Соединённые Штаты Америки - государство явно «диурнического» типа. Американские небоскрёбы, уходящие своими верхушками в американское небо, громадные американские автомобили, кинематограф, где главный герой обязательно взмывает вверх или падает в бездну, но с успехом из неё выбирается, - всё это признаки «диурнической» культуры и господства режима «диурна» в англосаксонской цивилизации. Когда «диурн» зашкаливает и не сдерживается культурными рамками, мы имеем дело с воинственным патриотизмом, граничащим с агрессивным национализмом и поведением «политического хулигана». Такой стиль мышления Э. Фромм определял как «коллективный нарциссизм».
Рассматривая режим «ноктюрна», мы видим нечто совершенно противоположное «диурну». По Ж. Дюрану, «ноктюрн» подразделяется на два вида: мистический и драматический.
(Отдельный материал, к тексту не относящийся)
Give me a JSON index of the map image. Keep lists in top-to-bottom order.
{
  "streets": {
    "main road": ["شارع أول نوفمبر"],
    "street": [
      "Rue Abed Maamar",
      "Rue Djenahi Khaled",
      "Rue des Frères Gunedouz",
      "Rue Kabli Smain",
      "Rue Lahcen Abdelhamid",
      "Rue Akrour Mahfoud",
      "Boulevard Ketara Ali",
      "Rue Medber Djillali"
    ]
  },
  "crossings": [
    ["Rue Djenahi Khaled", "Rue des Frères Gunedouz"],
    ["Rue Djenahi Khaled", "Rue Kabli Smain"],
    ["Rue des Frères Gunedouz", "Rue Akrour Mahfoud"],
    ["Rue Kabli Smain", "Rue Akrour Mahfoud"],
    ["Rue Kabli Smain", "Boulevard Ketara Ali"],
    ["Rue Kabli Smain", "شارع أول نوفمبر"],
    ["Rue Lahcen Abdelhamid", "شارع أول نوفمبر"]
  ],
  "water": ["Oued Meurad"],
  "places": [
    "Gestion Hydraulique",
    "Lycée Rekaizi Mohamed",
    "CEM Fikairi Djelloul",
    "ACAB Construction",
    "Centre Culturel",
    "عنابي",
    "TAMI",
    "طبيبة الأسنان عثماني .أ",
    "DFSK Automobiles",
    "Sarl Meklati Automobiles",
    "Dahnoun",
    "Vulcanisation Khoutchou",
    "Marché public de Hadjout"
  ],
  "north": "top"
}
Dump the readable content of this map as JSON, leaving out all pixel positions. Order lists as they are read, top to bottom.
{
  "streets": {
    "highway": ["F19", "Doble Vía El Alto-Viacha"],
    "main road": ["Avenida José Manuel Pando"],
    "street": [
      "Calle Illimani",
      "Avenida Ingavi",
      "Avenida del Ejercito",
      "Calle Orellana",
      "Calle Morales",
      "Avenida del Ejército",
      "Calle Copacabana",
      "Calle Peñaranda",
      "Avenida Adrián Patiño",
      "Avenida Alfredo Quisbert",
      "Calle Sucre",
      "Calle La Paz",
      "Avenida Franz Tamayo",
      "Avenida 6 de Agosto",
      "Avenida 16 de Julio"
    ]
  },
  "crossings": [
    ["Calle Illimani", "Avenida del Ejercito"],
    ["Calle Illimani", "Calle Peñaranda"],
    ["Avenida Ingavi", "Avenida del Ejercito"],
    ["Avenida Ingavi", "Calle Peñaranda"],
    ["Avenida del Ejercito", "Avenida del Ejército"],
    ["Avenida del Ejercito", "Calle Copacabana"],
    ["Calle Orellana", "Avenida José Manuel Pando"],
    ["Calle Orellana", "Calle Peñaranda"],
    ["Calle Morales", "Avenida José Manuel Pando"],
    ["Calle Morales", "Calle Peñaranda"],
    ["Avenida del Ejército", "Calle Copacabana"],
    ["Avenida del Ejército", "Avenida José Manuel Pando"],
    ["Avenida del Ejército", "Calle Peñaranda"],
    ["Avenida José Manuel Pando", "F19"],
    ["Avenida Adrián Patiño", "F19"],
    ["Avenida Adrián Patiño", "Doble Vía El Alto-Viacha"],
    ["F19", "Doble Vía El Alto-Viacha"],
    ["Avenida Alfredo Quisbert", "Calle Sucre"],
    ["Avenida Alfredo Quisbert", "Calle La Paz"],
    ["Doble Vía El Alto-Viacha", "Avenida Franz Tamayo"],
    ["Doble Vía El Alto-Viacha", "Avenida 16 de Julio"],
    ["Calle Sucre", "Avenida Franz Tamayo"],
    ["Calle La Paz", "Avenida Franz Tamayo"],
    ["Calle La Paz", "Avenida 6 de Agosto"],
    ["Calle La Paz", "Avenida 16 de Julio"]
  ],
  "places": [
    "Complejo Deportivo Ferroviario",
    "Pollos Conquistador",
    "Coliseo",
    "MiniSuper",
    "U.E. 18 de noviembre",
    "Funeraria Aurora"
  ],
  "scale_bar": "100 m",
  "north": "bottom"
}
Фольклорное творчество народов мистического «ноктюрна» пестрит рассказами о подземельях, подземных царствах, пещерах, карликах, чертях, демонических сущностях и о маленьких безобразных людях (русская Баба Яга, избушка на курьих ножках, водяные и русалки с их подводным царством и т.д.). Ни мистический »ноктюрн», ни драматический не пытаются преодолеть смерть или опасность в лоб, напрямую, но делают это по-разному. Если мистический «ноктюрн» стремится её переварить, поглотить и сделать частью самого себя, то «ноктюрн» драматический пытается влиться в неё, раствориться в ней и сделать себя её частью, как дитя прилепляется к матери. Это находит своё отражение в политическом измерении. Многие республики СНГ представляют собой явный пример стран драматического «ноктюрна», которым требуется «сильная мать», способная защитить, накормить, обогреть и не дать умереть. Поэтому на протяжении всей своей истории эти страны находились в поисках сильной «матери». С ослаблением позиций России, и её уходом «в себя», геополитическим центром притяжения («заботливой матерью») для политического руководства постсоветских республик выступают «диурнические» Соединённые Штаты. Тот факт, что вовлечение этих республик в орбиту Вашингтона всегда оборачивается на деле экономической и финансовой эксплуатацией со стороны США, является закономерным. Политический союз «ноктюрна» (тем более, драматического) с «диурном» на равных условиях невозможен по причине их диаметральной противоположности во всём: начиная от внутренних установок социума и заканчивая взглядом на внешнюю оболочку своей политики. У «диурна» есть один существенный недостаток, мешающий ему, несмотря на всю его героику, создать миролюбивое государство. Из-за своей внутренней сущности «диурн» способен построить государство только «на костях» других народов. История помнит тотальный геноцид автохтонного населения Америки, ужасы рабства и ещё другие 225 военных конфликтов, проведённые США в XX веке за пределами своих границ. В постсоветских государствах проникновение американского «диурна» выражается в политике подавления культурных запросов русскоязычного населения, а также жёсткими попытками насильно и безапелляционно привить населению либеральные ценности, базирующиеся на абсолютно иных понятийных категориях, чем те, которыми оперирует местное человек.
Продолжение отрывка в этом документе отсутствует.